0
1502
Газета Культура Интернет-версия

02.06.2001 00:00:00

Зеленоглазая женщина

Тэги: светов, мемуары


Одно время модно было писать мемуары. Причем писали все - вспоминали и прошлое, далекое и близкое, и текущее настоящее, выводя на страницы друзей и недругов под собственными именами. Пару лет назад у группы писателей даже возник проект написать мемуары как бы из будущего о "сегодня", но благополучно провалился.

Что естественно: право на мемуары надо заслужить. Либо судьбой, либо внутренней полноценностью. Феликс Светов, безусловно, имеет право на мемуары по всем причинам. Но "Мое открытие музея" ("Знамя" # 4) все-таки не мемуары, - скорее и мемуары тоже. Это не документальная, а художественная повесть о жизни, вместившей в себя историю страны, историю поколения и собственную историю. Кроме того, это повесть о любви.

Экспозиция личного "музея" Светова на первый взгляд выстроена несколько хаотично. Здесь нет событий в последовательном порядке: воспоминания об отце, о далеком предвоенном детстве, о диссидентстве 60-х, о тюрьме и ссылке перемежаются сегодняшними (или прошлыми?), в общем, вневременными встречами с зеленоглазой женщиной (сколько бы лет ни было герою, она всегда молода).

Фрагменты повести связаны не хронологически, а ассоциативно: автор словно тянет из клубка памяти ниточку с узелками. Узелок - сюжет: юные пионеры 30-х годов впервые приходят в музей на Волхонке: прекрасные тела греческих скульптур - и, словно удар, пришедшее понимание, что "мальчик никогда не сможет дружить с девочкой". Узелок - открытие и закрытие в Минске экспозиции, посвященной истории семьи героя.
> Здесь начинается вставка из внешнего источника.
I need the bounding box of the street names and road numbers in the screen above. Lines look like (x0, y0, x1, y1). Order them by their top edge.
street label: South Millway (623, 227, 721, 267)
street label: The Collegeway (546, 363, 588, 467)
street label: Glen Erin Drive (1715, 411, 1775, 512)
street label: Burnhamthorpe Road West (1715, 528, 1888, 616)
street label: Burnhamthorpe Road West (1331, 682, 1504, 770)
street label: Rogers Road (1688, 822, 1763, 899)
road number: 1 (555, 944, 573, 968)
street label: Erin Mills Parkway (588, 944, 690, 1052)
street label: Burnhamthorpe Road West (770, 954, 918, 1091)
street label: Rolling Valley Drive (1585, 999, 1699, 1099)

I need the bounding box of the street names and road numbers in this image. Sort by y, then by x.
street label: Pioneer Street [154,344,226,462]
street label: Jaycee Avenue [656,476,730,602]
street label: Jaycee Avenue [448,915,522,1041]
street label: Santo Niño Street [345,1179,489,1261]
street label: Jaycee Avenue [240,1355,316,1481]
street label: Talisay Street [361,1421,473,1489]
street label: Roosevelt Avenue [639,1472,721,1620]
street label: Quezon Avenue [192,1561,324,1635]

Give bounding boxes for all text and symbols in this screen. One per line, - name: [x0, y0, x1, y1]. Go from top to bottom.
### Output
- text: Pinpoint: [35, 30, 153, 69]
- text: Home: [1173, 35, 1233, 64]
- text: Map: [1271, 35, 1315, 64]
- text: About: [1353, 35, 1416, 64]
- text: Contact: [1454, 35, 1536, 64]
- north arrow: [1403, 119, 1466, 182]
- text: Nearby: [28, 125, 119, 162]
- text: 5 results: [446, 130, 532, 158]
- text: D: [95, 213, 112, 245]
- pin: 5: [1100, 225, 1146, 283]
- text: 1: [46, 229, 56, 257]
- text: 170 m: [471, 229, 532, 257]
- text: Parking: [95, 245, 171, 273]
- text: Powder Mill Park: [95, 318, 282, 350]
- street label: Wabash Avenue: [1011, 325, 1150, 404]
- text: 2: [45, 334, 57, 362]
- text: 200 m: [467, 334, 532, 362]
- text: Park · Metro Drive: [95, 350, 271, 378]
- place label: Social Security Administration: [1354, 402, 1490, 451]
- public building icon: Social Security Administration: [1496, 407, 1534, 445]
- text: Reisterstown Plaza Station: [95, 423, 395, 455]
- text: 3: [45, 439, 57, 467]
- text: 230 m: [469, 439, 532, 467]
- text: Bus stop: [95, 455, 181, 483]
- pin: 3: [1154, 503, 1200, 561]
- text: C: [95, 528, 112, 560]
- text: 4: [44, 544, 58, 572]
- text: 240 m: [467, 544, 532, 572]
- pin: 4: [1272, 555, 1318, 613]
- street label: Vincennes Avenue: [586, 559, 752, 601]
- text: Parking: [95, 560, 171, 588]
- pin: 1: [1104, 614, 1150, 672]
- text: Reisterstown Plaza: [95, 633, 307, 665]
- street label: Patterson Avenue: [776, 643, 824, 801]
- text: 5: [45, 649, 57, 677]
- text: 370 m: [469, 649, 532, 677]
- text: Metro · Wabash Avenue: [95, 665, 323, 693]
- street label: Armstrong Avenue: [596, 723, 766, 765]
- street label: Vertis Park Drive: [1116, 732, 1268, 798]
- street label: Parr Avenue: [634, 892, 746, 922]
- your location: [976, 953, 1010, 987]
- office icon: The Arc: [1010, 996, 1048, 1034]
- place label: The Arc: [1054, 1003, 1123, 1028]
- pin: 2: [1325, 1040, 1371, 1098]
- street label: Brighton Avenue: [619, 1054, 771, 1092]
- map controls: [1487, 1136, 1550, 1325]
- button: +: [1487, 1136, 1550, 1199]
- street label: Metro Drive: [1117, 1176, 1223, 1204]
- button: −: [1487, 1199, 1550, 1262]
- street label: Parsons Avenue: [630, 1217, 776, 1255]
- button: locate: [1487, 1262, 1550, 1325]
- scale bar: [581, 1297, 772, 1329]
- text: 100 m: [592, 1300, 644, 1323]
Узелок - кабинет сотрудника КГБ, где герой узнает о смерти отца. И еще узелки - ЦДЛ 68-го года, потом вечер на "конспиративной кухне", когда решено было прекратить издание "Хроники текущих событий", потом тюремные воспоминания, эпизоды из жизни в ссылке. Песня Окуджавы, исполненная по радио, первый вечер возвращения в Москву. И чтобы читатель не заблудился среди ассоциаций, ему в помощь по тексту раскиданы "вешки". Среди героев повести много реальных и известных, тех, чьи фамилии были у оппозиционной интеллигенции на слуху: Анатолий Якобсон, Борис Шрагин... Знаковые фамилии. Но не только это помогает сориентироваться во времени. Вот, казалось, речь заходит совсем "о личном" - о природе ревности, - и словно вскользь брошено имя Свана. Но случайных экспонатов в музее нет, отсылка к Прусту подсказывает "затекстовый" смысл. Герой, представляя жизнь любимой без него, по прихоти фантазии выстраивает ее как балетную постановку, а раз балет, значит, Большой┘ Дальше дело за ассоциациями читателя: раз Большой, то для человека, чье детство и юность пришлись на 30-50-е годы, где-то рядом маячит фигура Сталина. Пусть имя не названо, но все знают, что балет - его любимое искусство, официальное искусство Страны Советов┘ А в этой стране ложь стала частью жизни, лгут все и всем... Частная жизнь плавно вливается в общую, личное бессознательное - в коллективное, жесткий режим держит человека в железных тисках. А для выросшего в другой стране и других условиях "балет" - такое безобидное слово.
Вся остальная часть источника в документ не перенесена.